The States—and the State of Texas in particular—are already spending enormous resources dealing with unlawful immigration. The court of appeals' decision, though, creates a perverse incentive to unlawfully enter the country. This will further add to the substantial burden faced by the governmental entities trying to prevent and deal with unlawful immigration.
UPDATE June 4, 2018: The U.S. Supreme Court granted certiorari and vacated the en banc decision of the U.S. Court of Appeals for the D.C. Circuit, which had held that a pregnant alien minor has a due process right to elective abortion.

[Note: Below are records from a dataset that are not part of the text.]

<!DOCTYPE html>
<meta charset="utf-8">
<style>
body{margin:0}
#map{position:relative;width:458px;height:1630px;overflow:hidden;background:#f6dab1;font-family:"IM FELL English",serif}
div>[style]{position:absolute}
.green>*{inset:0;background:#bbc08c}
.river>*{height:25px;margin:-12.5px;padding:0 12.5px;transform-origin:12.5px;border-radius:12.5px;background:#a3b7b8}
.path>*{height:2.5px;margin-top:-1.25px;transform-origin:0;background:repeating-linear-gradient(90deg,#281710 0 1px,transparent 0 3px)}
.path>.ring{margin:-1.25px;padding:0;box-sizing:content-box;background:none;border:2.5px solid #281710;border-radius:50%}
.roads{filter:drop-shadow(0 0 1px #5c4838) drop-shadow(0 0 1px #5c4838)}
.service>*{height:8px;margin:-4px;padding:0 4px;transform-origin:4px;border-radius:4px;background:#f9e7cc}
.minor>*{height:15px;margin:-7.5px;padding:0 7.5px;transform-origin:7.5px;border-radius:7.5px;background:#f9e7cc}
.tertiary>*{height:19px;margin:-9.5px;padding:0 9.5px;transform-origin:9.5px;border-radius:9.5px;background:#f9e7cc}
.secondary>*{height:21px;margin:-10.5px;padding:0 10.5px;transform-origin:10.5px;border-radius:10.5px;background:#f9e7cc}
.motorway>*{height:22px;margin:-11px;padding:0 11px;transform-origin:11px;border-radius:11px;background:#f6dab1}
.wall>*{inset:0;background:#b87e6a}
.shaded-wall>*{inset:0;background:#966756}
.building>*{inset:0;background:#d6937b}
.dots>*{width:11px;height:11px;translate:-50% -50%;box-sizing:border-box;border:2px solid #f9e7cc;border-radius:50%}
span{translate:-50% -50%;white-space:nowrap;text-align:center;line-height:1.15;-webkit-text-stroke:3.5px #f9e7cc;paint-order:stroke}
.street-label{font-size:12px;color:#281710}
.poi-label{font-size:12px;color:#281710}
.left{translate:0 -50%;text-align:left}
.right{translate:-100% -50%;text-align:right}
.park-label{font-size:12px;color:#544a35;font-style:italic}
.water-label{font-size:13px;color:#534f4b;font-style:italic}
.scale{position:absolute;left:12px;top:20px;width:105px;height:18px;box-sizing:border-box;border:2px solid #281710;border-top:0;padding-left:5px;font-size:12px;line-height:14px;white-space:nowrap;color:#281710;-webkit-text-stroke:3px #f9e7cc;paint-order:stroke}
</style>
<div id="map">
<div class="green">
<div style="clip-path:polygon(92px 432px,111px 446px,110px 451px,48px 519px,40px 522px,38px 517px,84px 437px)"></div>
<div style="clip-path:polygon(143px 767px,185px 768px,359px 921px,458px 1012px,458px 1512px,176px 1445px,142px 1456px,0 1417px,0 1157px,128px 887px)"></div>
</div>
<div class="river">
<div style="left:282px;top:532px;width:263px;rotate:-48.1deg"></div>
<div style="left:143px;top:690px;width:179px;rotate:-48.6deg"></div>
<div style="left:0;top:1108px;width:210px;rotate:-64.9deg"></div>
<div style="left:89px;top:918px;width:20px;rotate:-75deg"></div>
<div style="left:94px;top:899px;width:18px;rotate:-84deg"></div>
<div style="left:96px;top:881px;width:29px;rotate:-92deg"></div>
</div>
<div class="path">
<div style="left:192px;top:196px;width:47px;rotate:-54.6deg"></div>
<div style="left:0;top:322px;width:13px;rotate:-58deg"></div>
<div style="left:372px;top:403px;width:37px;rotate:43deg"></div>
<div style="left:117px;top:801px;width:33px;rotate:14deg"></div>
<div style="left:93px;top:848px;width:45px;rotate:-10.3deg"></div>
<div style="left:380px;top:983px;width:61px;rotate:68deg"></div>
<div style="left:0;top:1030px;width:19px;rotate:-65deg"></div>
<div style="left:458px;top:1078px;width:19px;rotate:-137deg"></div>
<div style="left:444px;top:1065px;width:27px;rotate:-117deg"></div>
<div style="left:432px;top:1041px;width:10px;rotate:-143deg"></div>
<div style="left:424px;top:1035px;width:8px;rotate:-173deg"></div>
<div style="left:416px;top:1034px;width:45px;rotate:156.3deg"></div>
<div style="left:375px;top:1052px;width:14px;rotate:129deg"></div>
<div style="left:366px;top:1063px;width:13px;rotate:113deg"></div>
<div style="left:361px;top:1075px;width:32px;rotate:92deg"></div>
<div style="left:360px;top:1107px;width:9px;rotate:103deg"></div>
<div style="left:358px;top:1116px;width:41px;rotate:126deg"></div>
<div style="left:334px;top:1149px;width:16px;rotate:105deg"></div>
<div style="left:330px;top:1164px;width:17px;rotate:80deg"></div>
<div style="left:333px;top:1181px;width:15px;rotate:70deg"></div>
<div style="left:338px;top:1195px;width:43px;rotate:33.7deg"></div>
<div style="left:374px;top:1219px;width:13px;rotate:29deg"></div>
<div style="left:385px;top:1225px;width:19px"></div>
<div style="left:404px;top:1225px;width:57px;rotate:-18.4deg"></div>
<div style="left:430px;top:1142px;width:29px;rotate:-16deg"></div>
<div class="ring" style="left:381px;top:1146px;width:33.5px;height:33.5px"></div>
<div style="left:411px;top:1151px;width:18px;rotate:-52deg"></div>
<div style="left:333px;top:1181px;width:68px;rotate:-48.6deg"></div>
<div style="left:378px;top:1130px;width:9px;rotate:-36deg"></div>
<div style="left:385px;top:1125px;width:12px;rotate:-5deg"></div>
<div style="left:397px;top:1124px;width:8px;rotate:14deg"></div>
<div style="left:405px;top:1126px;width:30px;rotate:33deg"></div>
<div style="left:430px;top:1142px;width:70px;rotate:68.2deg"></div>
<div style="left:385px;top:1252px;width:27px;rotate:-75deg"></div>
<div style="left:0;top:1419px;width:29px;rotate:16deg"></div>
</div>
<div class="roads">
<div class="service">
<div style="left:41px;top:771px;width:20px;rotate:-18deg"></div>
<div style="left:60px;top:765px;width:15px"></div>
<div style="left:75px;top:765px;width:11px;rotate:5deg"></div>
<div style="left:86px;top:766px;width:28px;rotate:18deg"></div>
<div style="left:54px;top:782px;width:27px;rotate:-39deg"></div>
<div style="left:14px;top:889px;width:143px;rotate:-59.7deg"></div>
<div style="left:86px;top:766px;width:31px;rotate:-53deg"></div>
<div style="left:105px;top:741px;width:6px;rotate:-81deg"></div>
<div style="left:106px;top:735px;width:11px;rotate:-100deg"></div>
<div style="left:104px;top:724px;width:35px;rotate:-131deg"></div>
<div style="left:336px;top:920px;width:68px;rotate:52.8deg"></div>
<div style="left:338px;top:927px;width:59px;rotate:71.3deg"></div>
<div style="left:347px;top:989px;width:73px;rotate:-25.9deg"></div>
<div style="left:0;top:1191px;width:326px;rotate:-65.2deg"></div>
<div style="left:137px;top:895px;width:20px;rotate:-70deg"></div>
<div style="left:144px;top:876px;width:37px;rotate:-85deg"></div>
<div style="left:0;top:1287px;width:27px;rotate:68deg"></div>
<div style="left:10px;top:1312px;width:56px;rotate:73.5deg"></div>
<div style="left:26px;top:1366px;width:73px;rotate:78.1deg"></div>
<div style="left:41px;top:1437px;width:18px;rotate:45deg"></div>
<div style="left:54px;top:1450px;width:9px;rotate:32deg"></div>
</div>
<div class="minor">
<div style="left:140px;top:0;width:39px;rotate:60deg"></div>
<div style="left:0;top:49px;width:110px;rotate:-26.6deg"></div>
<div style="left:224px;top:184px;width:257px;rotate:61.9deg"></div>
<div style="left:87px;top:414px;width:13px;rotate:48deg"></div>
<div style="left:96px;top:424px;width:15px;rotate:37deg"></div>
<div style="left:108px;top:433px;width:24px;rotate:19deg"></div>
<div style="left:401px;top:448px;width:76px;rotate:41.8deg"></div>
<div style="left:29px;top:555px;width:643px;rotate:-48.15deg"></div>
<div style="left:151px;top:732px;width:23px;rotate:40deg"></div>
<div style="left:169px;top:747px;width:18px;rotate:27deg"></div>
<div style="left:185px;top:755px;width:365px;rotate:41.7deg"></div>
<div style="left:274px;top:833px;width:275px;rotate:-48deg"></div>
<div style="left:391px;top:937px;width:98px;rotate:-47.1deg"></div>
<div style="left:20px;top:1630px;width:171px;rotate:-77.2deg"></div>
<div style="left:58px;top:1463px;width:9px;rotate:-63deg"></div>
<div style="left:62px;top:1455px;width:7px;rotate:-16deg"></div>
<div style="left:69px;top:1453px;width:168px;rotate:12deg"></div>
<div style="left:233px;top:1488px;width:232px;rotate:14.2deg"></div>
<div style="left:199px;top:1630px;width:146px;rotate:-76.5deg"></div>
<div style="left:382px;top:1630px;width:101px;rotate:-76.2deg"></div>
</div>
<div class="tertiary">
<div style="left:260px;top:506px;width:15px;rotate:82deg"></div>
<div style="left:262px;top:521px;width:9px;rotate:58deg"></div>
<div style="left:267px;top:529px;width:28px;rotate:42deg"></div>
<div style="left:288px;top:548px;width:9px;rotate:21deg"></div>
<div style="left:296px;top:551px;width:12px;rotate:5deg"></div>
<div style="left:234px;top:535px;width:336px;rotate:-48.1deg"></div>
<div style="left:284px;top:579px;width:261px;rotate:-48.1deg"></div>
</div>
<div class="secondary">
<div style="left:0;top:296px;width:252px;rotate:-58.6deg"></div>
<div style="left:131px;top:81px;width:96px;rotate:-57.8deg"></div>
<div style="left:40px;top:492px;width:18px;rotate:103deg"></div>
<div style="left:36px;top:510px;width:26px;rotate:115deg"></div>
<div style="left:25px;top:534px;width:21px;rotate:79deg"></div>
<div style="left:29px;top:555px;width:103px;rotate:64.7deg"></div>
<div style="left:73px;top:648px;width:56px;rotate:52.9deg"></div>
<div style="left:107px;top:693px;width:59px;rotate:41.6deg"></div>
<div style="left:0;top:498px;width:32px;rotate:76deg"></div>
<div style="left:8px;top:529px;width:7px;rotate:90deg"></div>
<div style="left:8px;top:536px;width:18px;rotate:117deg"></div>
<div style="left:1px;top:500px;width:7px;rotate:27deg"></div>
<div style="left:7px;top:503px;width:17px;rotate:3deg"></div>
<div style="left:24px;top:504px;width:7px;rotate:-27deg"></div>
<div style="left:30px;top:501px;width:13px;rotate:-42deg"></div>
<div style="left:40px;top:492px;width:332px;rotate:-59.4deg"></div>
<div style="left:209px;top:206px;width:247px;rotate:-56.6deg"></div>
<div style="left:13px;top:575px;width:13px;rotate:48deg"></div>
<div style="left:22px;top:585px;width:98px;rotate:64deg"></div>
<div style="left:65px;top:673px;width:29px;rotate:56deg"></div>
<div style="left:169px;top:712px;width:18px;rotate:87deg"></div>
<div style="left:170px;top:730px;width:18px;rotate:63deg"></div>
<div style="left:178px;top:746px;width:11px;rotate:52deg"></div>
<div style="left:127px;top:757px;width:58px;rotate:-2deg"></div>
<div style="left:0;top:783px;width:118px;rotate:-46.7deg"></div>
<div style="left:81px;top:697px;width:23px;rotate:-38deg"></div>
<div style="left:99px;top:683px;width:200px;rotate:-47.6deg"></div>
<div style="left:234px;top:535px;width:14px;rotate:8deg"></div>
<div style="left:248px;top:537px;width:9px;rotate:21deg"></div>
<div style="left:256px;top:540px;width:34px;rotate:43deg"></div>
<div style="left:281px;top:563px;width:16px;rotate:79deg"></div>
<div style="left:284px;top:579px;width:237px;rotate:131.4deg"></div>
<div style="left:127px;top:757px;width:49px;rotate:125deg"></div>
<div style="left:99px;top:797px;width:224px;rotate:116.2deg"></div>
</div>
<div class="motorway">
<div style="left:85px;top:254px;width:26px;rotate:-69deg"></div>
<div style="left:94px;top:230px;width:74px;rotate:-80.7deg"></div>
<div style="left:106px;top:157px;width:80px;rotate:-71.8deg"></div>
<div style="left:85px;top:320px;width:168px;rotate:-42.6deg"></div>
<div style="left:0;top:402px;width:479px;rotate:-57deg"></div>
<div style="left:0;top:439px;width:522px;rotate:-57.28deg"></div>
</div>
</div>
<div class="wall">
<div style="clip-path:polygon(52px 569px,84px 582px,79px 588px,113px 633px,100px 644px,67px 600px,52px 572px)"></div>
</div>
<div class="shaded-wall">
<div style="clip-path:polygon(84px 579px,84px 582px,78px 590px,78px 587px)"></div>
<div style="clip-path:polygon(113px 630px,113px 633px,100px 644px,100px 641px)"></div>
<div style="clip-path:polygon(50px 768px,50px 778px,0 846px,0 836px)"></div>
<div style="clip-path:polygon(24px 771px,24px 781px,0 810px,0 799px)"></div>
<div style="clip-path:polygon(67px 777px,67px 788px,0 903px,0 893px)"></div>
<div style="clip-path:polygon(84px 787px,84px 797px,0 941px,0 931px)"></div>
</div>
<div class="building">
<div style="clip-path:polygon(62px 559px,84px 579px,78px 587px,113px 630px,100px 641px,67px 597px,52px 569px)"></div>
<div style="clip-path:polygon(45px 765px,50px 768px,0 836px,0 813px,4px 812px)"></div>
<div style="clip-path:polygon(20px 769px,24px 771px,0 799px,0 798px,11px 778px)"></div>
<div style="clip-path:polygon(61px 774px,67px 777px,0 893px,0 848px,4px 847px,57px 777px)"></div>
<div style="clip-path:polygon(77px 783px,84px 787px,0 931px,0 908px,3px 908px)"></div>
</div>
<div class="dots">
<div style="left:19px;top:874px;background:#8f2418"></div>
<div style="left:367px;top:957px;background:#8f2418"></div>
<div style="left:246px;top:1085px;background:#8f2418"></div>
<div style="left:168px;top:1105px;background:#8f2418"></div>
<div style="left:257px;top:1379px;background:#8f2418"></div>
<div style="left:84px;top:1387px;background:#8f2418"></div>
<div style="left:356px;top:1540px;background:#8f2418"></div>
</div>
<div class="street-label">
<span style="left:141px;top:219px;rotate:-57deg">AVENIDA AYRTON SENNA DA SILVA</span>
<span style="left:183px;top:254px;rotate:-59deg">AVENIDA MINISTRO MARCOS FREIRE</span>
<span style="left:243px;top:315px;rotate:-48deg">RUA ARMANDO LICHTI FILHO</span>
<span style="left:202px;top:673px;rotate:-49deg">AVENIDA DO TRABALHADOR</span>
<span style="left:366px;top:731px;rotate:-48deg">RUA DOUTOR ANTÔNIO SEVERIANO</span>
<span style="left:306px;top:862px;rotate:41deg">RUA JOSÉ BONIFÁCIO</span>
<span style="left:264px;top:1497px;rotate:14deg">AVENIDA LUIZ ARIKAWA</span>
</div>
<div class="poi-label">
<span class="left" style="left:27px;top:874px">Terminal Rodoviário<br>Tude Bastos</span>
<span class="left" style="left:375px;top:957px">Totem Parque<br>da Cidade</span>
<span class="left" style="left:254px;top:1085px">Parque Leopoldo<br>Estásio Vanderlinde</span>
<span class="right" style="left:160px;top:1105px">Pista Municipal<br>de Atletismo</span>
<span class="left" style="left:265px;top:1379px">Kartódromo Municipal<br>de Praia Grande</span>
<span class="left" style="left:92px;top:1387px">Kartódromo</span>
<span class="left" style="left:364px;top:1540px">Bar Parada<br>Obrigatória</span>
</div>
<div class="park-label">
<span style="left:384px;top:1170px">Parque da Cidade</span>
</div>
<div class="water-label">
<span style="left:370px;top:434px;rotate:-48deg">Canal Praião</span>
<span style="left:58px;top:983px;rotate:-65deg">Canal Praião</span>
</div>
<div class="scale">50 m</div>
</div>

The U.S. Supreme Court emphasized that the pregnant woman's lawyers took unilateral action to moot the case by scheduling her for an abortion earlier than anticipated. They were seeking to try to retain the benefit of the D.C. Circuit's en banc decision by scheduling the abortion before review by the Supreme Court. The Supreme Court review was, indeed, mooted as a result, but the en banc decision could not be permitted to stand. As the Supreme Court explained:
When "a civil case from a court in the federal system … has become moot while on its way here," this Court's "established practice" is "to reverse or vacate the judgment below and remand with a direction to dismiss." United States v. Munsingwear, Inc., 340 U.S. 36, 39 (1950)…. One clear example where "[v]acatur is in order" is "when mootness occurs through … the 'unilateral action of the party who prevailed in the lower court.'" Arizonans for Official english v. Arizona, 520 U.S. 43, 71-72 (1997) (quoting U.S. Bancorp Mortgage Co. v. Bonner Mall Partnership, 513 U.S. 18, 23 (1994)). "'It would certainly be a strange doctrine that would permit a plaintiff to obtain a favorable judgment, take voluntary action that moots the dispute, and then retain the benefit of the judgment.'" Arizonans for Official English, supra, at 75.